On both sides be prepared for hot, humid temperatures year round. Even in winter temperatures of 30° C (86°F) are quite common, and in Summer 35-40° C (95-105° F) temperatures are the norm. Often times the thermal sensation may be much warmer than the actual temperature. Be prepared- carry lots of water, sun screen, and a sun hat.
There are generally two ways to decide which trail to take first:
- On a hot day, start on the Macuco trail,then head directly to the Garganta del Diablo followed by the upper circuit. This will allow you to spend the afternoon hours when the sun is strongest on the lower circuit, which has better opportunities to cool yourself down by being sprayed by the mist of the falls and even taking the boat ride below the San Martín falls- a guaranteed refresher.
- To beat the crowds start on the Macuco trail, then head to the lower circuit (yes, take the boat ride!), followed by the upper circuit, and save the Garganta del Diablo for the highlight at the end of the day, when the larger tour groups should be long gone.
- Be sure to bring your passport, a swimming suit, comfortable walking shoes, bug repellent, sunscreen, something to protect your camera from water (plastic bag will work, but if you have a GoPro this would be the day to bring it), and of course your sense of adventure.
- It is also a good idea to buy food in town and carry a picnic into the park, food in the park can be expensive. A good place to buy sandwiches in Puerto Iguazú is the panadería (bakery) El Arból Real.
- The thunderous sounds of the rushing waters are sure to inspire, and also probably also make you need to pee 😉 It is a good idea to visit the bathrooms after seeing the Garganta del Diablo before getting back on the train.
- Start the day on the shady, lesser trodden Macuco Trail, which due to less foot traffic, offers a better chance to view wildlife such as monkeys and toucans. Although the views on this trail are more of the surrounding jungle than the falls themselves, the end of the trail offers a smaller waterfall and swimming hole in which you can refresh yourself by letting the waters pour over you.
- Skip the train from the entrance at the central station, it is only a 15-20 minute walk down the Sendero Verde to the main train station (estación Cataratas) from which you can then catch the train to the Garganta del Diablo. All passengers from the central station have to get off at this station and wait in line again. This makes for considerable more waiting time and less exploration.
- You can either take the train to the massive Garganta del Diablo (Devil’s Throat) falls or you can walk the trail beside the tracks for 30 minutes or so. The train leaves the Cataratas station every 30 minutes and the last train is at 4 pm.
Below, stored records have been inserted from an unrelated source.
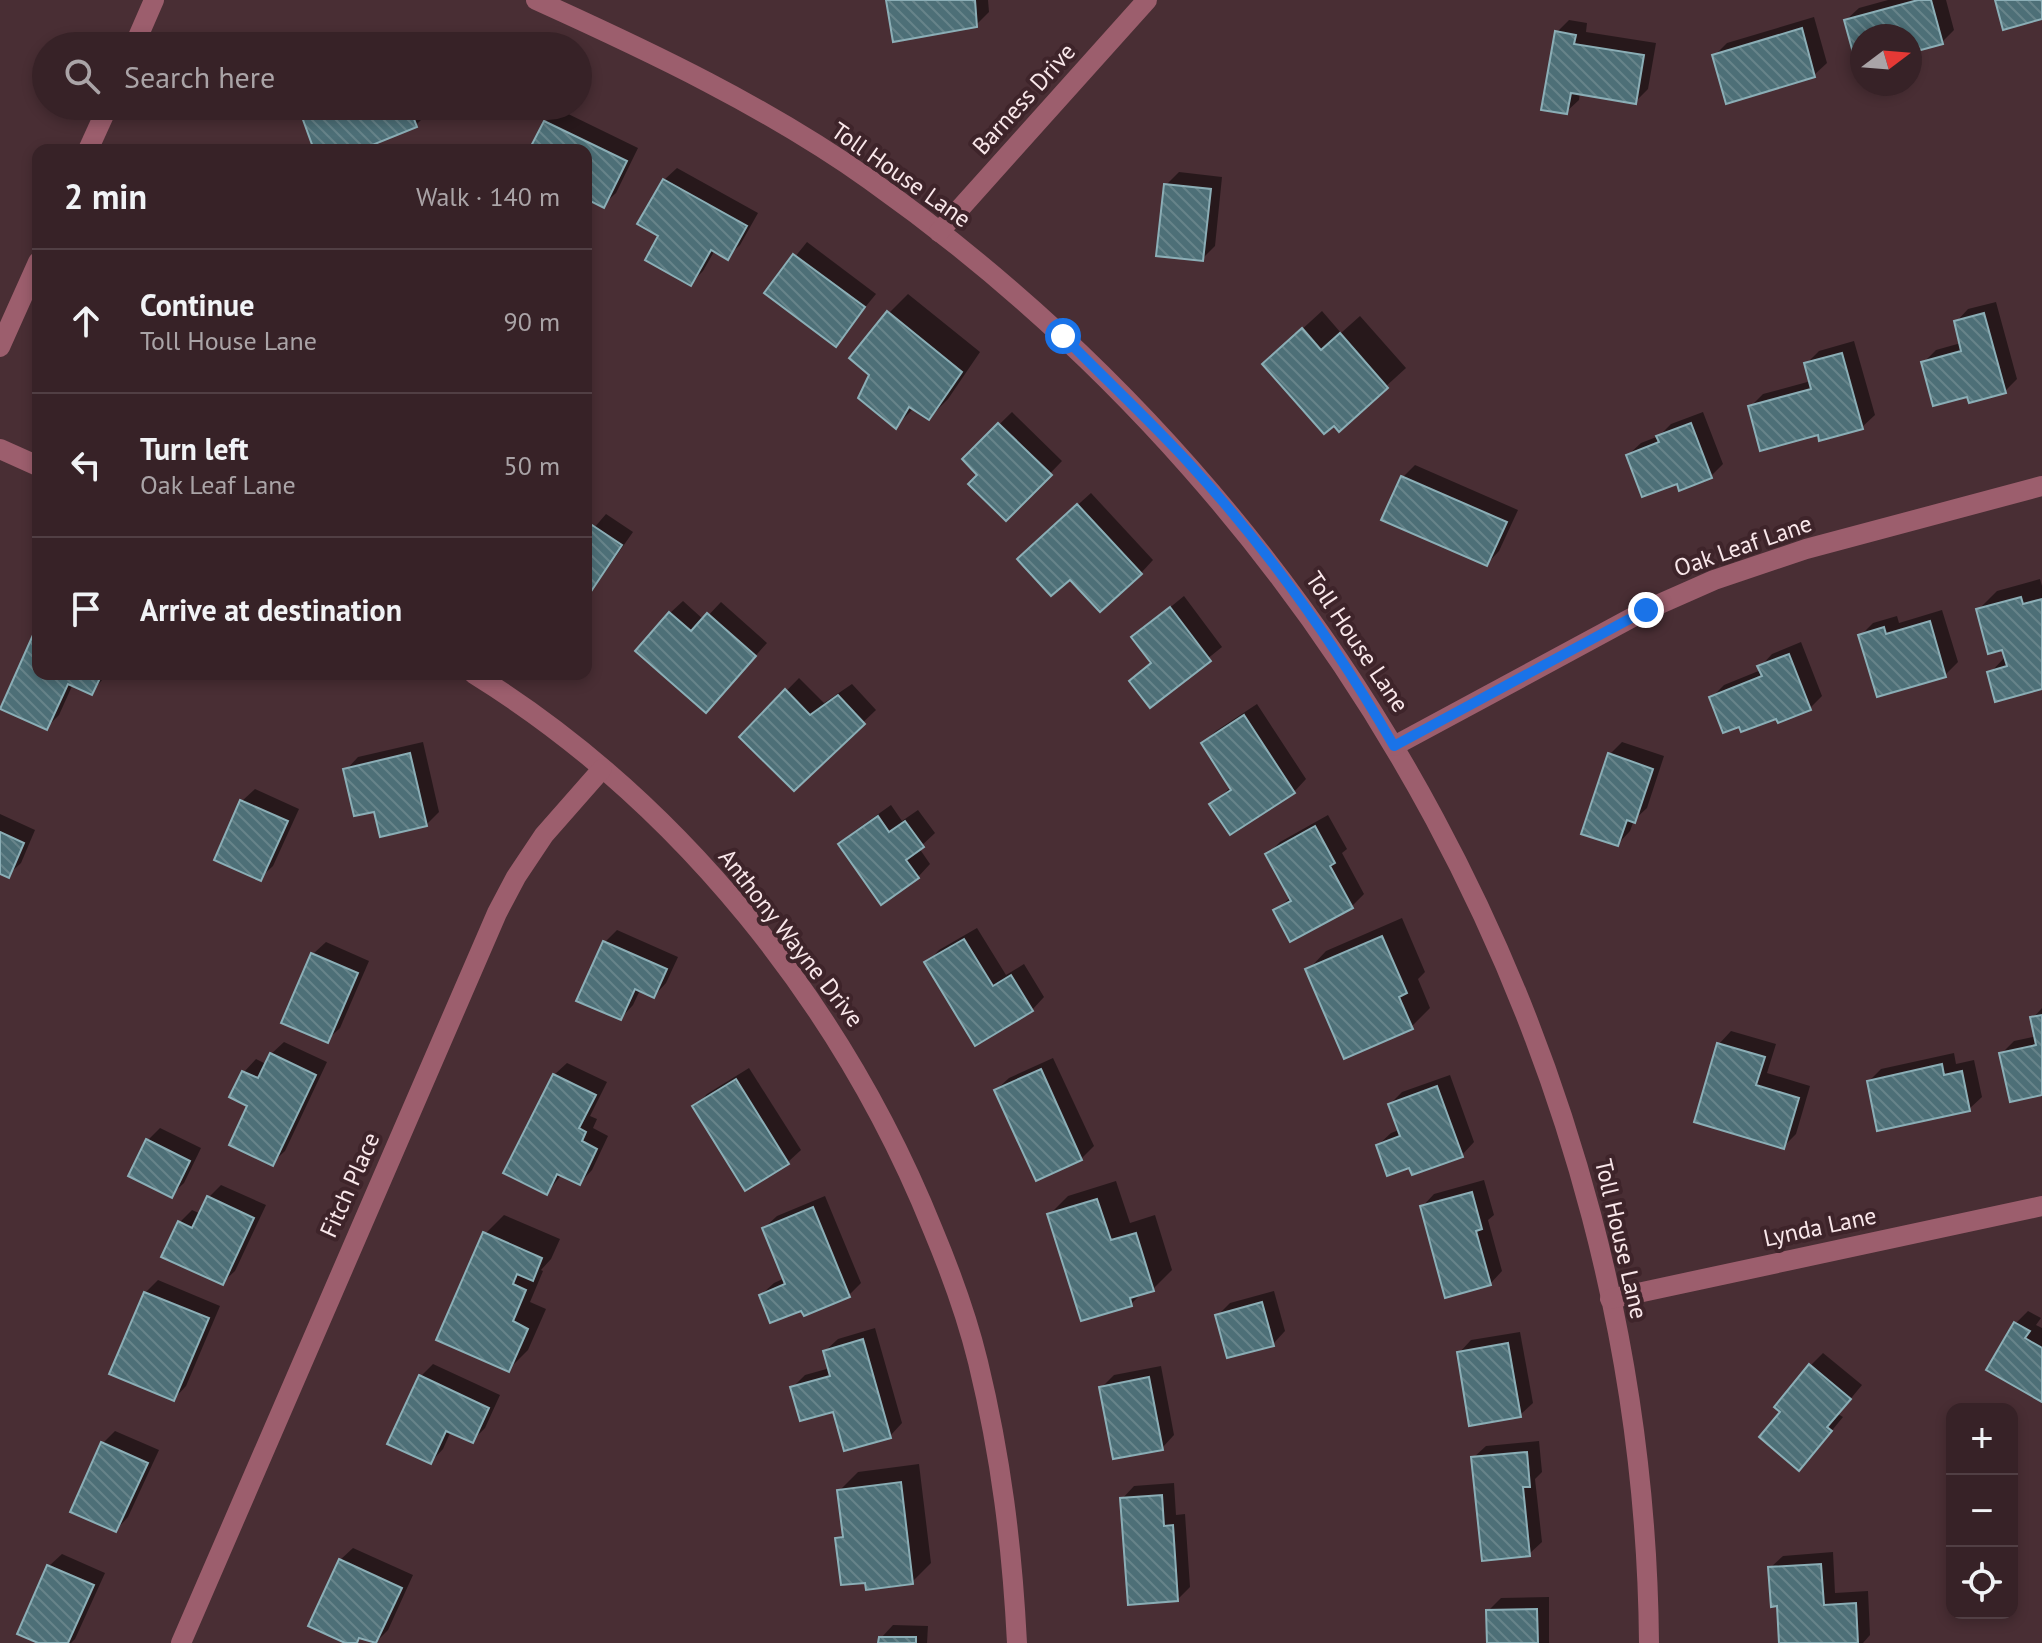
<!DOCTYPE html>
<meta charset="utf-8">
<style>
:root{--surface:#372227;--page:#3e2a2f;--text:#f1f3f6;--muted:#aaa4a7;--line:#513f44}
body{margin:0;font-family:"PT Sans",sans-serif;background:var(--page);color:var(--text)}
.controls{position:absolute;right:24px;bottom:24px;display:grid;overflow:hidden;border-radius:16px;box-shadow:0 4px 12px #0003}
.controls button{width:72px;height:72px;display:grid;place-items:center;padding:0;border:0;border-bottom:2px solid var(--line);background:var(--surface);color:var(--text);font:40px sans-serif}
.compass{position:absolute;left:1850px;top:24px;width:72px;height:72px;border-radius:50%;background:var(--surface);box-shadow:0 4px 12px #0003;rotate:74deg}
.stop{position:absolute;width:24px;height:24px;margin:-18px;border:6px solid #1a73e8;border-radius:50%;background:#fff}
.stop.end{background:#1a73e8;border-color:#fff;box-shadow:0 2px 8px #0008}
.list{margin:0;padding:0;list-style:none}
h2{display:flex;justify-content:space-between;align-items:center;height:104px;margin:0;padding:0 32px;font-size:34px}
h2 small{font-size:26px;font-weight:400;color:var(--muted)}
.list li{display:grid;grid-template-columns:52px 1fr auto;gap:24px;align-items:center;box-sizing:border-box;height:144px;padding:0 32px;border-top:2px solid var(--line)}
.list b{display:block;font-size:30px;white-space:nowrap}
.list p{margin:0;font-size:26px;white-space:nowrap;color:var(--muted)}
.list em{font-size:26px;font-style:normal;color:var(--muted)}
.icon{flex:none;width:44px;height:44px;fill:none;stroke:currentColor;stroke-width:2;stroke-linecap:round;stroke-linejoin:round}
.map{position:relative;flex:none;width:2042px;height:1643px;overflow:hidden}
.search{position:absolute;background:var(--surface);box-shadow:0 4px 12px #0003;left:32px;top:32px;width:560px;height:88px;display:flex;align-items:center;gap:20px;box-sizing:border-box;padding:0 28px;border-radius:44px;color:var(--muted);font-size:30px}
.panel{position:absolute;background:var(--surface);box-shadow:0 4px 12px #0003;left:32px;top:144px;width:560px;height:536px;border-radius:16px}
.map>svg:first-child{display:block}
.shadow{fill:#0007}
.building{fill:url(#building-back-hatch);stroke:#8baeb6;stroke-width:2}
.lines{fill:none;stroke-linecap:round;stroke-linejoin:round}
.minor{stroke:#9c5e6d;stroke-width:20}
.route{stroke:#1a73e8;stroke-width:10}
.labels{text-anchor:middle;stroke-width:8;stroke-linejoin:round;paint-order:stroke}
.street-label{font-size:24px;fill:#f9e7ea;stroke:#3e242a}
</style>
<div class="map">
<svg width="2042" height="1643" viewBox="0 0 2042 1643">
<defs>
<pattern id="building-back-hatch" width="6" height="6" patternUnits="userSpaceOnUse" patternTransform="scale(2)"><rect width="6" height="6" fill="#4d6f77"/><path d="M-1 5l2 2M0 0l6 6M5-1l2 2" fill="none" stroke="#67848a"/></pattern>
</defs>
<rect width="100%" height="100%" fill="#492e34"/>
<g class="shadow">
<path d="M888 0H988L989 12 976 25Z"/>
<path d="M1888 0H1946L1954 30 1942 42 1910 51V36H1862V64L1846 20 1859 8Z"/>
<path d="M1814 17 1827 63 1814 75 1714 56 1727 43Z"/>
<path d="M1569 20 1587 23 1586 32 1656 43 1648 89 1635 102 1580 92 1579 100 1566 112 1557 32Z"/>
<path d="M300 106H425L428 113 416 125 354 150H316Z"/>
<path d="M558 109 638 148 616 193 603 205 586 197V150H531L545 122Z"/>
<path d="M677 168 758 213 740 245 727 257 715 250 703 271 690 284 661 236 664 180Z"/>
<path d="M1179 172 1222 177 1215 246 1202 259 1166 185Z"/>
<path d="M807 242 876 294 835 344 766 293Z"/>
<path d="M908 294 980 352 948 399 929 418 914 408 896 426 872 375 889 313Z"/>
<path d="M1996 302 2017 379 2005 391 1968 394 1923 363 1936 350 1961 343 1956 322 1968 309Z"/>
<path d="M1322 311 1341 333 1360 316 1406 368 1339 429 1264 364Z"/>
<path d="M1854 341 1875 415 1862 427 1819 433 1750 407 1763 394 1811 381 1807 363 1819 351Z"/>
<path d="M1012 412 1062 461 1006 519 980 475 964 459Z"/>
<path d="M1703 412 1723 464 1710 477 1678 482 1628 455 1641 443 1659 436 1671 424Z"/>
<path d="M1415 465 1518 510 1499 551 1487 564 1403 477Z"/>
<path d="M1091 493 1153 560 1141 573 1070 577 1032 546Z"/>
<path d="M606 514 633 532 586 599V534L588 535Z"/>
<path d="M2040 579 2042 586V687L1990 673 2006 656 1978 610 1997 591Z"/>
<path d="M1184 596 1222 647 1150 705 1131 681 1153 662 1134 637Z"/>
<path d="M683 601 704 620 721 602 767 643 718 698 670 613Z"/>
<path d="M1942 610 1958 662 1945 675 1860 636 1873 623 1897 616 1899 623Z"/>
<path d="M38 628V674H99L97 680H101L104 674H107L92 692 73 684 59 715 47 727 3 708Z"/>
<path d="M1801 642 1822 696 1810 708 1777 716 1711 698 1724 685 1761 670 1760 667 1772 654Z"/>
<path d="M799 678 824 703 852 684 876 710 794 788 741 737Z"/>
<path d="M1257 704 1306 779 1294 792 1212 804 1231 787 1203 743 1216 731Z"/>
<path d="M423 742 439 812 426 825 346 770 358 757Z"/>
<path d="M1622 742 1664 756 1647 808 1634 820 1630 831 1618 844 1610 754Z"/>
<path d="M255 789 299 809 273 866 260 878 242 801Z"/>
<path d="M891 805 902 821 918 810 935 833 919 848 930 864 918 877 841 844 853 832Z"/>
<path d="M0 814 35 830 21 863 8 875 0 872Z"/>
<path d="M1328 815 1347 849 1342 853 1364 894 1352 906 1275 911 1291 897 1268 854 1280 842Z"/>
<path d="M1402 918 1425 972 1418 979 1430 1008 1411 1027 1308 970 1326 951Z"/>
<path d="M977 928 1006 975 1024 964 1044 997 1032 1010 927 963 939 950Z"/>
<path d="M617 930 678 957 666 983 654 996 640 990 633 1005 621 1018 605 942Z"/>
<path d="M326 942 369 961 340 1028 327 1040 313 954Z"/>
<path d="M2042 1008V1093L2001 1054 2014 1041 2037 1036 2033 1018Z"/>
<path d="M1731 1031 1776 1044 1767 1073 1810 1086 1796 1134 1784 1146 1719 1044Z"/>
<path d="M284 1042 327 1062 285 1151 272 1163 250 1105 244 1072 256 1059 266 1064 271 1054Z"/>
<path d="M1954 1053 1956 1064 1974 1060 1982 1097 1969 1109 1869 1081 1881 1069Z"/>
<path d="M1053 1058 1094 1146 1081 1159 996 1090 1009 1078Z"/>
<path d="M567 1063 607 1082 590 1116 597 1119 593 1128 608 1136 592 1170 580 1183 562 1174 547 1193 554 1075Z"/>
<path d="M749 1068 801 1150 788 1162 746 1189 695 1107 707 1094Z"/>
<path d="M1450 1075 1474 1142 1462 1155 1410 1165 1378 1145 1391 1133 1399 1130 1390 1104 1402 1092Z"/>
<path d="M160 1128 201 1148 184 1183 171 1195 148 1140Z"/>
<path d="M1484 1180 1494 1215 1488 1220 1502 1271 1490 1284 1422 1207 1434 1194Z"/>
<path d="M1116 1181 1130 1223 1155 1215 1172 1270 1153 1289 1142 1293 1131 1304 1049 1215 1068 1196Z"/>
<path d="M221 1185 266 1205 235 1271 222 1283 180 1222 192 1210 201 1214 209 1197Z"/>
<path d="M825 1196 861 1283 849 1295 802 1308 761 1295 774 1283 785 1278 764 1228 777 1216Z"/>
<path d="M504 1215 560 1239 551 1259 541 1270 543 1271 530 1302 546 1309 528 1350 509 1369 485 1234Z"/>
<path d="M158 1280 220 1306 186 1386 174 1399 145 1293Z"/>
<path d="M1274 1291 1285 1331 1273 1344 1217 1316 1230 1303Z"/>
<path d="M2028 1311 2041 1318 2036 1325 2042 1328V1400L2016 1323Z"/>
<path d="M875 1328 902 1423 890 1436 792 1388 805 1375 830 1368 825 1351 838 1339Z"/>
<path d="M1520 1332 1533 1403 1520 1415 1459 1353 1471 1340Z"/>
<path d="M1823 1353 1862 1385 1838 1414 1843 1417 1811 1456 1783 1412 1811 1365Z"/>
<path d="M433 1364 500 1395 485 1428 472 1441 451 1431 443 1449 431 1462 421 1376Z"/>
<path d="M1161 1366 1174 1435 1162 1448 1102 1387 1114 1375Z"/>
<path d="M115 1431 159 1450 128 1517 116 1530 103 1443Z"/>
<path d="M1539 1441 1542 1472 1535 1479 1542 1542 1529 1554 1473 1458 1486 1446Z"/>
<path d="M919 1464 931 1563 912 1582 867 1580 838 1539 844 1532 839 1491 858 1472Z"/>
<path d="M1174 1483 1176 1515 1185 1514 1190 1587 1178 1599 1122 1499 1134 1486Z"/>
<path d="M353 1548 413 1575 388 1630 375 1643 362 1637 356 1643H350L340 1560Z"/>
<path d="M1833 1552 1835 1593 1868 1591 1870 1635 1863 1643H1781L1779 1604 1770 1568 1783 1556Z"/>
<path d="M62 1554 105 1573 75 1639 71 1643H43L49 1566Z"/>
<path d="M1549 1597V1643H1489L1488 1611 1501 1598Z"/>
<path d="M893 1625 928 1626 927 1643H880L881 1638Z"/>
</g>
<g class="building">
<path d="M886 0H975L977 27 893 42Z"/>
<path d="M1918 0H1931L1943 44 1910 53V36H1862V66L1857 67 1844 20Z"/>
<path d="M1995 0H2042V19L2003 30Z"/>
<path d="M1802 28 1815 77 1726 104 1712 55Z"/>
<path d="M1555 31 1576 35 1574 44 1644 55 1636 104 1571 93 1567 114 1541 110Z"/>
<path d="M298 106H409L417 127 360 150H314Z"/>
<path d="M544 121 627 161 604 208 586 199V150H529Z"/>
<path d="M663 179 747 226 728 260 711 250 691 286 645 260 658 236 637 224Z"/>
<path d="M1164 184 1211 189 1203 261 1156 256Z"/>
<path d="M793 254 865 307 836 347 764 293Z"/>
<path d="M887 311 962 372 929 420 909 407 896 429 858 398 869 375 849 358Z"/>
<path d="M1984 313 2006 393 1969 403 1967 397 1933 406 1921 362 1961 351 1954 321Z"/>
<path d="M1302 328 1321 350 1340 333 1388 388 1339 432 1334 426 1324 434 1262 364Z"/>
<path d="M1842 353 1863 429 1819 441 1818 435 1760 451 1748 406 1811 389 1804 363Z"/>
<path d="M998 423 1052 475 1006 521 968 484 977 475 962 459Z"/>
<path d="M1691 423 1712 478 1679 491 1677 484 1642 497 1626 455 1659 442 1656 436Z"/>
<path d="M1401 476 1507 522 1487 566 1381 520Z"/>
<path d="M1077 504 1142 574 1100 612 1070 580 1051 596 1017 559Z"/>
<path d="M592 525 622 545 586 599V534Z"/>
<path d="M2021 597 2023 604 2042 599V689L1995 702 1987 672 2007 666 2002 650 1988 654 1976 609Z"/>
<path d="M1170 607 1211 661 1150 708 1129 681 1151 663 1131 637Z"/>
<path d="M669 612 691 631 707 613 756 656 706 713 635 651Z"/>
<path d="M1930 621 1946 677 1877 697 1858 635 1884 627 1886 634Z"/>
<path d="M37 626 38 674H102L92 695 68 684 47 730 0 709Z"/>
<path d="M1789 654 1811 710 1778 723 1776 719 1741 732 1739 727 1723 733 1709 697 1762 676 1757 666Z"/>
<path d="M785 689 810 715 838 695 865 724 794 791 739 737Z"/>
<path d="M1244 715 1295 793 1230 835 1209 804 1231 790 1201 743Z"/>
<path d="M410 753 427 826 380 837 374 812 354 816 343 769Z"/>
<path d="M1608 753 1653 769 1635 823 1627 820 1618 846 1581 834Z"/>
<path d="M240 800 288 821 261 881 214 860Z"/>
<path d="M878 816 889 832 905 821 924 847 906 860 919 878 881 905 838 844Z"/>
<path d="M1315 826 1335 863 1330 866 1353 908 1290 942 1273 910 1291 901 1265 854Z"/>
<path d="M0 832 24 843 9 878 0 874Z"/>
<path d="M1382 936 1407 993 1399 997 1413 1029 1344 1059 1305 969Z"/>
<path d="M964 939 993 986 1011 975 1033 1011 975 1046 924 962Z"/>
<path d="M603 941 667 969 654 998 635 989 621 1020 576 1001Z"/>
<path d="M311 953 358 973 328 1043 281 1023Z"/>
<path d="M2042 1015V1095L2010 1102 1999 1053 2036 1045 2030 1017Z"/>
<path d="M1717 1043 1765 1057 1756 1085 1799 1098 1784 1149 1694 1122Z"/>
<path d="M270 1053 316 1075 273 1166 229 1145 247 1106 229 1097 242 1071 258 1078Z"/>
<path d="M1942 1064 1944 1075 1962 1071 1970 1111 1877 1131 1867 1081Z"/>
<path d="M1041 1069 1082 1160 1036 1181 994 1090Z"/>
<path d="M553 1074 596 1095 579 1128 586 1132 582 1141 597 1149 580 1185 557 1174 547 1195 503 1173Z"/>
<path d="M736 1079 789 1164 745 1191 692 1106Z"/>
<path d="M1437 1086 1463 1157 1412 1175 1409 1168 1387 1176 1376 1145 1400 1136 1388 1104Z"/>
<path d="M146 1139 190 1161 172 1198 128 1176Z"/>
<path d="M1472 1192 1482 1229 1476 1231 1491 1285 1445 1298 1420 1206Z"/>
<path d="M207 1196 254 1218 223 1285 161 1257 178 1221 192 1228Z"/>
<path d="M1097 1199 1111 1240 1136 1233 1154 1291 1130 1298 1132 1306 1081 1321 1047 1214Z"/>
<path d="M813 1207 850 1297 804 1316 801 1311 770 1323 759 1295 785 1284 762 1228Z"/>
<path d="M483 1232 542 1258 533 1281 517 1274 513 1284 526 1290 513 1321 528 1329 509 1372 436 1340Z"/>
<path d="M144 1292 209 1318 174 1401 109 1374Z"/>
<path d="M1262 1302 1274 1346 1227 1358 1215 1315Z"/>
<path d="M2014 1322 2030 1331 2025 1338 2042 1348V1402L1986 1370Z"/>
<path d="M863 1339 891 1438 844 1451 833 1412 800 1421 790 1387 830 1376 823 1351Z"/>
<path d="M1508 1343 1521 1417 1469 1426 1457 1352Z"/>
<path d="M1809 1364 1851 1399 1827 1427 1832 1431 1799 1471 1759 1437 1780 1412 1774 1407Z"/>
<path d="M419 1375 489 1408 473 1443 446 1431 431 1464 387 1444Z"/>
<path d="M1149 1377 1163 1450 1113 1459 1099 1387Z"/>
<path d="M101 1442 148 1463 116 1532 70 1512Z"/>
<path d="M1527 1452 1530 1487H1523L1530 1556 1482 1561 1471 1457Z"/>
<path d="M901 1482 913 1584 866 1590 865 1583 841 1585 835 1538 843 1537 837 1490Z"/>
<path d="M1162 1495 1164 1526 1173 1525 1178 1601 1128 1605 1120 1498Z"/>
<path d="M339 1559 402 1588 376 1643 359 1638 357 1643H345L308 1626Z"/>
<path d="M1821 1564 1824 1605 1856 1603 1858 1643H1779L1777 1606 1771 1607 1768 1567Z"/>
<path d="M47 1565 94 1585 68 1643H38L17 1634Z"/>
<path d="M1537 1609 1538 1643H1487L1486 1610Z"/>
<path d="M879 1637H916V1643H878Z"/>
</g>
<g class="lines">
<g class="minor">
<path d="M536 0C651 52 767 107 870 180 1342 514 1644 1062 1649 1643"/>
<path d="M134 46 154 0"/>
<path d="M88 150 108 106"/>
<path d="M939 232 1147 0"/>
<path d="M0 347 38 262"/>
<path d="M0 449 38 466"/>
<path d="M474 674C680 802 843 1006 933 1230 951 1273 967 1317 978 1362 1001 1457 1012 1545 1017 1643"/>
<path d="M1394 746 1646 610 1714 580 1806 549 2042 486"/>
<path d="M1610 1299 2042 1206"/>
<path d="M181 1643 497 913 516 877 544 835 602 769"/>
</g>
</g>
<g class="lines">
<path class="route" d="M1063 336C1104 378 1147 418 1187 461 1266 547 1336 645 1394 746L1646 610"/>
</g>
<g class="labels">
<g class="street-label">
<text transform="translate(1024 99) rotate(-48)" y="8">Barness Drive</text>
<text transform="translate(901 175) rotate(35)" y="8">Toll House Lane</text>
<text transform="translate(1743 546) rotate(-19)" y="8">Oak Leaf Lane</text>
<text transform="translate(1357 642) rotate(56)" y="8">Toll House Lane</text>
<text transform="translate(791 938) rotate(52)" y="8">Anthony Wayne Drive</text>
<text transform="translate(350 1185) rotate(-66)" y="8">Fitch Place</text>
<text transform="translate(1820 1227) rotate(-12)" y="8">Lynda Lane</text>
<text transform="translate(1621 1239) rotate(77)" y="8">Toll House Lane</text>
</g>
</g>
</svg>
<div class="controls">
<button>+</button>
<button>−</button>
<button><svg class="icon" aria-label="locate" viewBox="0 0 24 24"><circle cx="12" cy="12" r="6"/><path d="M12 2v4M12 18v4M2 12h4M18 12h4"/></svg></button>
</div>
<svg class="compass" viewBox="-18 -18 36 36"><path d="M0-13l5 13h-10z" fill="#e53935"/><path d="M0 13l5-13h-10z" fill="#aaa4a7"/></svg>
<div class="stop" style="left:1063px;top:336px"></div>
<div class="stop end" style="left:1646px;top:610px"></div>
<div class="search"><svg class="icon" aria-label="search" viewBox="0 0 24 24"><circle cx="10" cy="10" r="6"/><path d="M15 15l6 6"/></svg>Search here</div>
<section class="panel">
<h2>2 min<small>Walk · 140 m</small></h2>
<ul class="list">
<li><svg class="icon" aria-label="ahead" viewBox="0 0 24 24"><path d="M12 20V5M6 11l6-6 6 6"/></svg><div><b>Continue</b><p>Toll House Lane</p></div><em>90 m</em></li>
<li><svg class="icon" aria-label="left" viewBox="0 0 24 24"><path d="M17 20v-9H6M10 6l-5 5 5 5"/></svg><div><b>Turn left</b><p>Oak Leaf Lane</p></div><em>50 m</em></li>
<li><svg class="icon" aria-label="arrive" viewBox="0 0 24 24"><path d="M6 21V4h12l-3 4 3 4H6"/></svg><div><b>Arrive at destination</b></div></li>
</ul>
</section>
</div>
- On the lower circuit there is the opportunity for the Aventura Náutica an exhilarating powerboat ride that takes you below the brisk waters of San Martín falls. Although the boat ride is more expensive (350 ARS) than the park entrance fee, it is worth every centavo. Check out this video if you aren’t convinced.
- From the lower circuit there is also the opportunity to take a boat to Isla San Martín (often closed due to flooding), which has additional trails and a small beach where you can swim.
- If you are extremely limited on time, or fly in early, you can head straight to the park form the Puerto Iguazú airport. The airport is only a few kilometers from the park entrance and the taxi is cheaper to the park than to Puerto Iguazú. The park also offers service of guards-volumes (luggage storage).
- Bus: from Puerto Iguazú bus station there are busses through Rio Uruguay every 20 minutes starting at 7am and return service from the falls with the same frequency with the last bus back at 8:50pm (100 pesos round trip).
- Taxi: a slightly more comfortable way to travel with air conditioning, but also a heftier price. Taxis can be contracted in many taxi stands in Puerto Iguazú for about 250 pesos one-way, or 430 round trip. Be sure to negotiate the price before getting in the taxi.
See also: City Guide: Puerto Iguazú
- Be sure to bring your passport, a swimming suit, comfortable walking shoes or sandals, bug repellent, sun screen, wide angle lenses, and something to protect your camera from water (a plastic bag will work).
- Cost for non-Brazilian residents is 56 reales and can be paid by cash or credit/debit card, which is convenient if you are not continuing travel into Brazil, because you won’t need to exchange money.
- If you are short on time or want to sleep in, you can experience the Brazilian side in about a half a day.
- Open every day from 9 am – 5 pm
Getting to the Brazilian Falls
- Bus: From Puerto Iguazú regular service from the bus terminal is available through the company Rio Uruguay. From the bus terminal in Foz de Iguaçu (6 KM from the city center) take the 120 bus “Parque Nacional/Aeroporto” the fare is 3 Brazilian Reais. The trip from there takes 40 minutes and the National Park is the last stop.
- Taxi: Taxi service is more comfortable with air conditioning, but more costly. Be aware that in order to cross the border from the Argentine side in taxi you will need a Brazilian visa. Be sure to negotiate the price before getting in the taxi.